Jonge baars leeft in scholen bestaand uit dieren van dezelfde generatie en dezelfde grootte. Soms gaat zo’n school op in een school met andere vissoorten, met name voorns. Scholen met jonge baars mijden bij voorkeur het open water en leven vaak nabij de beschutting van waterplanten, boomwortels, stijgers of de oever. Jonge baars leeft voornamelijk van dierlijk plankton. Vanaf een lengte van enkele centimeters wordt overgeschakeld op waterinsecten, kreeftachtigen, kleine vis en visbroed. Naarmate de baars groter wordt dan 8-10 cm, neemt het aandeel vis en zoetwaterkreeft in het menu toe (indien beschikbaar). In brakwater is er vaak een groot aandeel aan steurgarnalen. Kleinere baarzen kunnen gericht solitair jagen en een prooi stalken. Meestal jagen ze echter in min of meer georganiseerd schoolverband. Enkele exemplaren schieten soms de vegetatie in, waarna soortgenoten positie innemen om te happen naar opgejaagde prooidieren.
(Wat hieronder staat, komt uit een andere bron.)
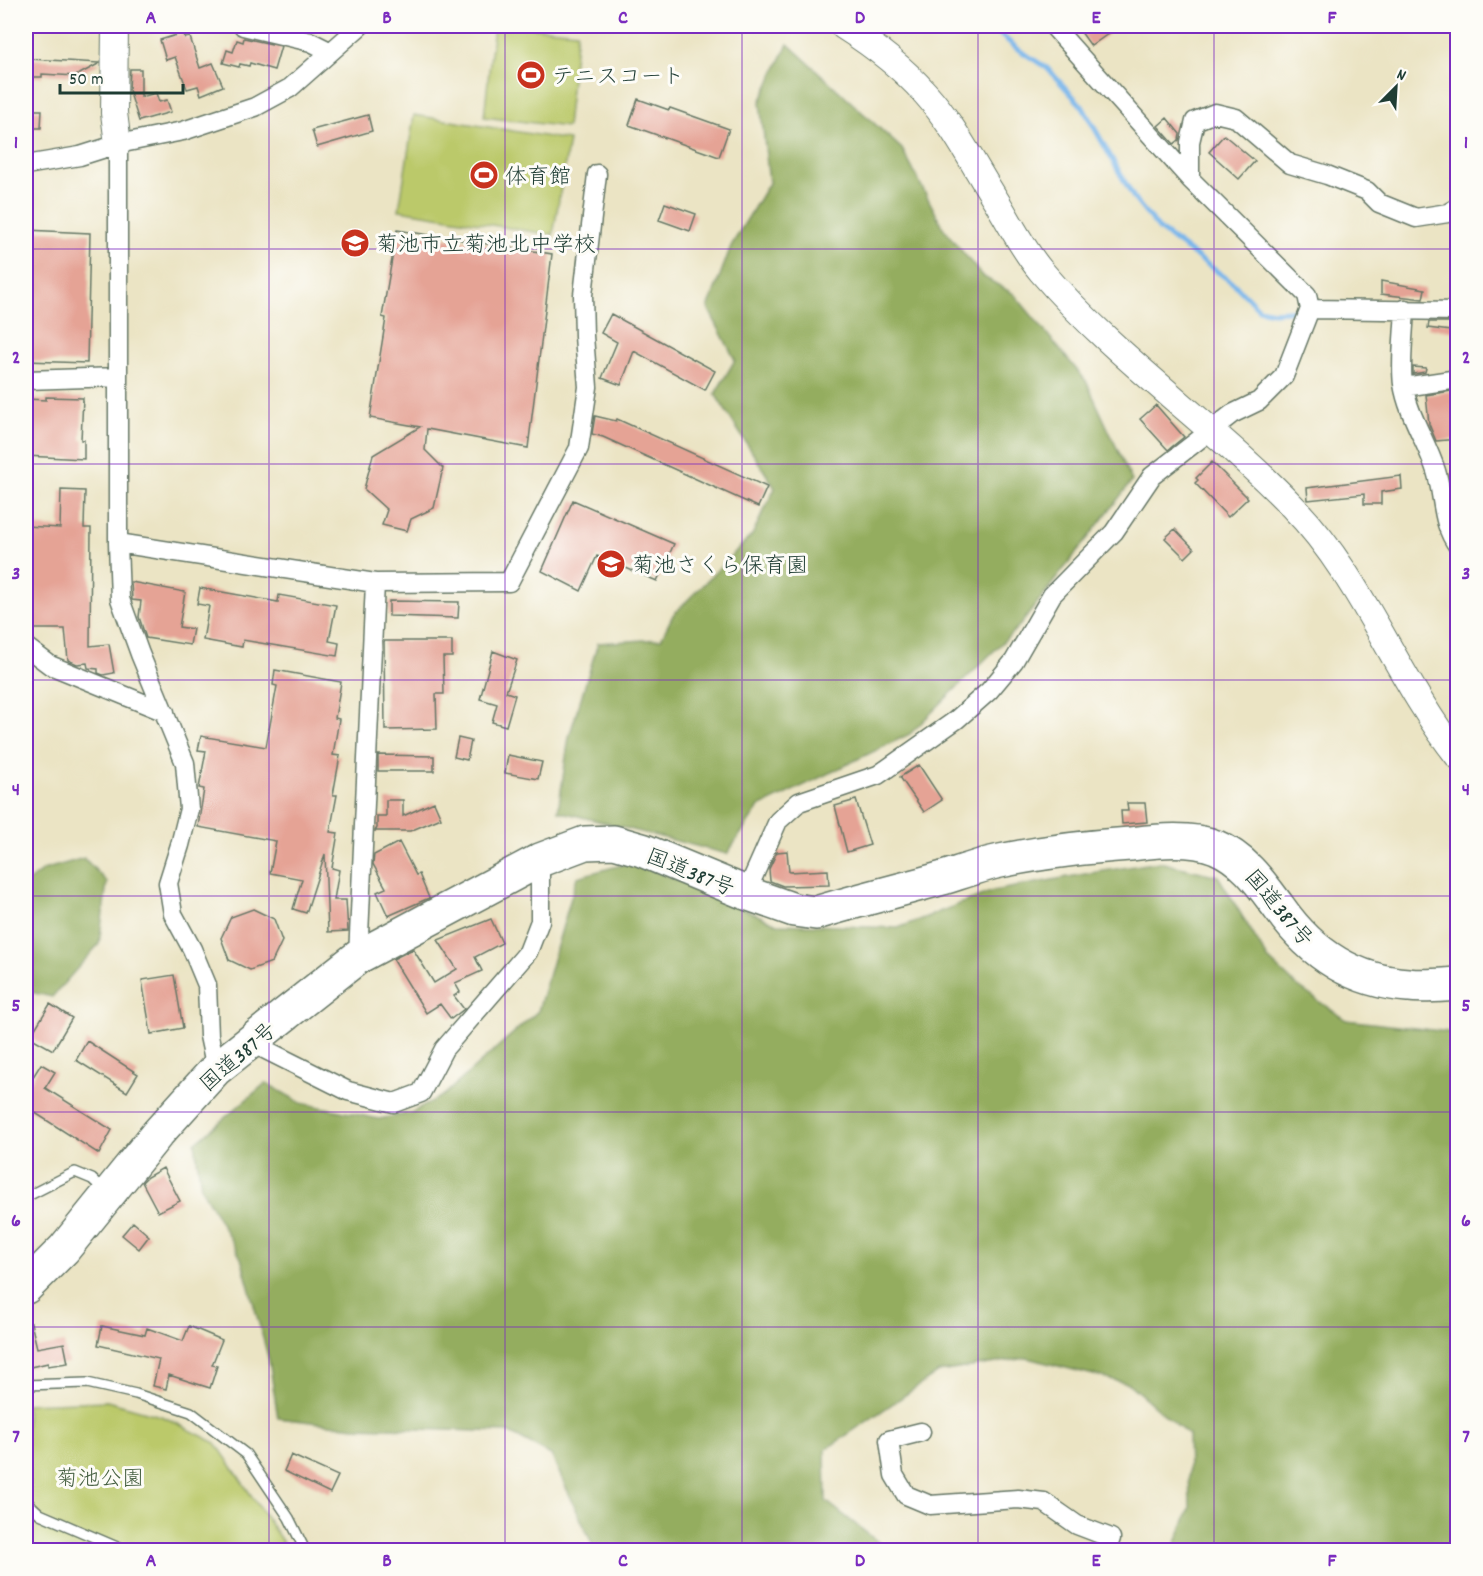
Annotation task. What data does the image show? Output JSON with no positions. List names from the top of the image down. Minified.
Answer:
{"streets":{"highway":["国道387号"]},"parks":["菊池公園"],"places":{"sports":["テニスコート","体育館"],"school or university":["菊池市立菊池北中学校","菊池さくら保育園"]},"scale_bar":"50 m","north":"top right","grid":{"columns":["A","B","C","D","E","F"],"rows":["1","2","3","4","5","6","7"]}}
Ook is waargenomen dat ze in groepsverband scholen vis omsingelen of opsluiten tegen de oever. Baarzen verslinden hun prooi meestal eerst met de kop. Vaak dienen ze hun prooi daar eerst voor te draaien. Dit geeft de kans om te ontsnappen. In schoolverband is de kans op ontsnapping van de prooi zeer klein en is er altijd wel een baars in de gelegenheid om de prooi van voren te grijpen. De baarzen jagen niet alleen op zicht. Het zijlijn systeem is zeer gevoelig voor de detectie van bewegende objecten. Baarzen vanaf 25 cm leven voornamelijk van vis, garnalen en rivierkreeft. Ze starten een solitair leven en zoeken dieper open water op. Grote baarzen houden zich het liefst op in buurt van onregelmatigheden op de bodem. Als de omstandigheden goed zijn komen ze tot op een diepte van 50 meter voor. Baarzen vormen geen territorium. Wel hebben ze de neiging om steeds weer naar dezelfde plek in het water terug te keren.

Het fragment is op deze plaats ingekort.